The gRPC project's security self-assessment can be found here.
-
Third Party Security Review.
The gRPC project completed a Security Audit with cure53. The report is available here.
- Moderate and low findings from the Third Party Security Review are planned/tracked for resolution as well as overall thematic findings, such as: improving project contribution guide providing a PR review guide to look for memory leaks and other vulnerabilities the project may be susceptible to by design or language choice ensuring adequate test coverage on all PRs.
-
Achieve the Open Source Security Foundation (OpenSSF) Best Practices passing badge.
Ecosystem
Suggested
N/A
Required
-
Publicly documented list of adopters, which may indicate their adoption level (dev/trialing, prod, etc.)

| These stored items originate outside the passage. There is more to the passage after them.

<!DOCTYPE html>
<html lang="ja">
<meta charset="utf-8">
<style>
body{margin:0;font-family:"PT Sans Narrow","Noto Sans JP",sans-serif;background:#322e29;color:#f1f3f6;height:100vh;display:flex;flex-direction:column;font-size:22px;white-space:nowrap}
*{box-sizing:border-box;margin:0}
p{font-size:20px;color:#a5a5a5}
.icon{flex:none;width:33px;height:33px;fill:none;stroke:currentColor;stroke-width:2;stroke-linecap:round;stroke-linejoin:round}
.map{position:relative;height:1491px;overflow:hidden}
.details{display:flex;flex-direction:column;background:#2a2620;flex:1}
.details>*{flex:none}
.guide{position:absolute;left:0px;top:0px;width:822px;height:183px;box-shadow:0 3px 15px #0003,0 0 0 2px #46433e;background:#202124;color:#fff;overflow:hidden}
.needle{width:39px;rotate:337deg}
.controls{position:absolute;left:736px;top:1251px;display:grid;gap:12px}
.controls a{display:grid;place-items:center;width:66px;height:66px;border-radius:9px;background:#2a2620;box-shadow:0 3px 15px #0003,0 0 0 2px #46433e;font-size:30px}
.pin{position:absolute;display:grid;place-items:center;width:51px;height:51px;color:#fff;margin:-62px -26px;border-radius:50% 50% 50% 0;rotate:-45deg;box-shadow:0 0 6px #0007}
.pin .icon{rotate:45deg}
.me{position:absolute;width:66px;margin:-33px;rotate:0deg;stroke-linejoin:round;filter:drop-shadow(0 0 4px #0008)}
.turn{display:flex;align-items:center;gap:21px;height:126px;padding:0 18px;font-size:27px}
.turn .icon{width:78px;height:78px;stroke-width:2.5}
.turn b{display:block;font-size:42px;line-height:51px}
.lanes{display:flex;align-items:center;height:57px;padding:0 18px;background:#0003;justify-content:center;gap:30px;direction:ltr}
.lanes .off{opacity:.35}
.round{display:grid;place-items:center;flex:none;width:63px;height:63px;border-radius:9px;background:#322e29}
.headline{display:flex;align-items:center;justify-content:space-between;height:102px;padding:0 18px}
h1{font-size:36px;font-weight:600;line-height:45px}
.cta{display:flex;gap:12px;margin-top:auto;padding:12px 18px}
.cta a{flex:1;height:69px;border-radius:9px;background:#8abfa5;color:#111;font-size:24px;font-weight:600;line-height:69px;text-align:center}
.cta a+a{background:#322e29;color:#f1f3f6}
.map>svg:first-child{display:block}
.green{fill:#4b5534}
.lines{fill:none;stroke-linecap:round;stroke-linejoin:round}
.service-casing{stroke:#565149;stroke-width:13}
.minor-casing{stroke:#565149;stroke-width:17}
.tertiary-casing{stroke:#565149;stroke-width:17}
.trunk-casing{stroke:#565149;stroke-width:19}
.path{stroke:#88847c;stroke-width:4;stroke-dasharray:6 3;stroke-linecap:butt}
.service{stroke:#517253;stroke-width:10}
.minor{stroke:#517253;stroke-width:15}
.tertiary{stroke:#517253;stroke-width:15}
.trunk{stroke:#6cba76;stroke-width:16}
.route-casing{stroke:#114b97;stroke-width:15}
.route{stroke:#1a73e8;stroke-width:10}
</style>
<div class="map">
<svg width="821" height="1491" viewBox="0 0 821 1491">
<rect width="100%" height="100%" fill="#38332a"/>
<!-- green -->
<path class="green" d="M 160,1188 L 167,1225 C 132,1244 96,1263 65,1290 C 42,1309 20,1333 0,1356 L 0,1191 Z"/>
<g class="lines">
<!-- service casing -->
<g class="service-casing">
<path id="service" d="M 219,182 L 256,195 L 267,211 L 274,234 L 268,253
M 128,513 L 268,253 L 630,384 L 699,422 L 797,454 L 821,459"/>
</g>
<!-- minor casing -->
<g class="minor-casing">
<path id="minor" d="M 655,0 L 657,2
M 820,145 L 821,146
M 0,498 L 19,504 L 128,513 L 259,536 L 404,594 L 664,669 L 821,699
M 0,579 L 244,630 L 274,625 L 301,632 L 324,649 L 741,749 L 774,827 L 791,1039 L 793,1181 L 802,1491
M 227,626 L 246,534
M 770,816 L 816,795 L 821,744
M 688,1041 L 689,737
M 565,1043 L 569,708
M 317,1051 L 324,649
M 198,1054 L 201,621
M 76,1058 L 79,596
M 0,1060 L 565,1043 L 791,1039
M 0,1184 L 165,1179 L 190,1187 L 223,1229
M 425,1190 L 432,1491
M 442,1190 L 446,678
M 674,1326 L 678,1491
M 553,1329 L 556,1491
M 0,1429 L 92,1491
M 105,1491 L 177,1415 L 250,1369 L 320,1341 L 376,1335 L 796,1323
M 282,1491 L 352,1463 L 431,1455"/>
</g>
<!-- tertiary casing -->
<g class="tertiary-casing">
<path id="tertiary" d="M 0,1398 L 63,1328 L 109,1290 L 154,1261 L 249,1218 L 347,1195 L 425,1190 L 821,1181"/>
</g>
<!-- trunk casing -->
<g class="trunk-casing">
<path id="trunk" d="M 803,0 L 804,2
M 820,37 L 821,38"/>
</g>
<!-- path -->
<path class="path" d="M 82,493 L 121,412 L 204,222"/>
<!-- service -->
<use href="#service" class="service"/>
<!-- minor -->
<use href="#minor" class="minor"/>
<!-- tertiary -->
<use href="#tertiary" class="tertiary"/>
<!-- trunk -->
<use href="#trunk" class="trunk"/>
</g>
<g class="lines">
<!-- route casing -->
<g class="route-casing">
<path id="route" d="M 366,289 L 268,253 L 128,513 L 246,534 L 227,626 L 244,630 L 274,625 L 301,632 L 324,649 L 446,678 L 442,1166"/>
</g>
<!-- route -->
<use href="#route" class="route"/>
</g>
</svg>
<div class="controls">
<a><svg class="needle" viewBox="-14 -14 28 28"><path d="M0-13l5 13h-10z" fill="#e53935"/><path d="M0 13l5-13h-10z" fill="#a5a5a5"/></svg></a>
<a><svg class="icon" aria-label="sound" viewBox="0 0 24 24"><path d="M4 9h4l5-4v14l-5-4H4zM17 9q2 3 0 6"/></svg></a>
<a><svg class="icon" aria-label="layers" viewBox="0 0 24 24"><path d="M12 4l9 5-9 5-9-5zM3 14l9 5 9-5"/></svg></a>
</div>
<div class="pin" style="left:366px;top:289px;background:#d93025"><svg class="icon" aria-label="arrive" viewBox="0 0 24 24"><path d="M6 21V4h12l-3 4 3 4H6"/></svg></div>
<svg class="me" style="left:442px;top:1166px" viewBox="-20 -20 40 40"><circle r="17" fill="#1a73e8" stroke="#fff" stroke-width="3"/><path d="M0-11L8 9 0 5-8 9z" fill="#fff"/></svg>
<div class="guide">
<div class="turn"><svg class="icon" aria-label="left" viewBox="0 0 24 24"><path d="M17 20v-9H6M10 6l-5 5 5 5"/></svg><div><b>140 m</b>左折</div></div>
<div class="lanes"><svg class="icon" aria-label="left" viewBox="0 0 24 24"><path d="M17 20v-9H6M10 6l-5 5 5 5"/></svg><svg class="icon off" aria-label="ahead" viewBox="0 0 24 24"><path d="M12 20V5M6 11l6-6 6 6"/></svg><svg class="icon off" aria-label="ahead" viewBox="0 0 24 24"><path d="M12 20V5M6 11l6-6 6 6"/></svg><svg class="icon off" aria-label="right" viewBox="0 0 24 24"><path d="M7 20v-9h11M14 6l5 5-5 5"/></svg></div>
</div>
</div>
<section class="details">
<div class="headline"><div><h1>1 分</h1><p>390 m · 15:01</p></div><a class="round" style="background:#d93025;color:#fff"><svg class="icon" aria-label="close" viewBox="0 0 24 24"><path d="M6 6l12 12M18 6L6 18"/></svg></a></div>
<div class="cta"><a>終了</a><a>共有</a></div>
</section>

While gRPC's adopters are too numerous to centrally track them all, several are listed on the showcase page of the project website.
-
Used in appropriate capacity by at least 3 independent + indirect/direct adopters, (these are not required to be in the publicly documented list of adopters)
The showcase shared above lists tens of adopters out of the thousands of companies using gRPC.
The project provided the TOC with a list of adopters for verification of use of the project at the level expected, i.e. production use for graduation, dev/test for incubation.
- TOC verification of adopters.
Refer to the Adoption portion of this document.
-
Clearly documented integrations and/or compatibility with other CNCF projects as well as non-CNCF projects.
This is discussed at length in the General Technical Review.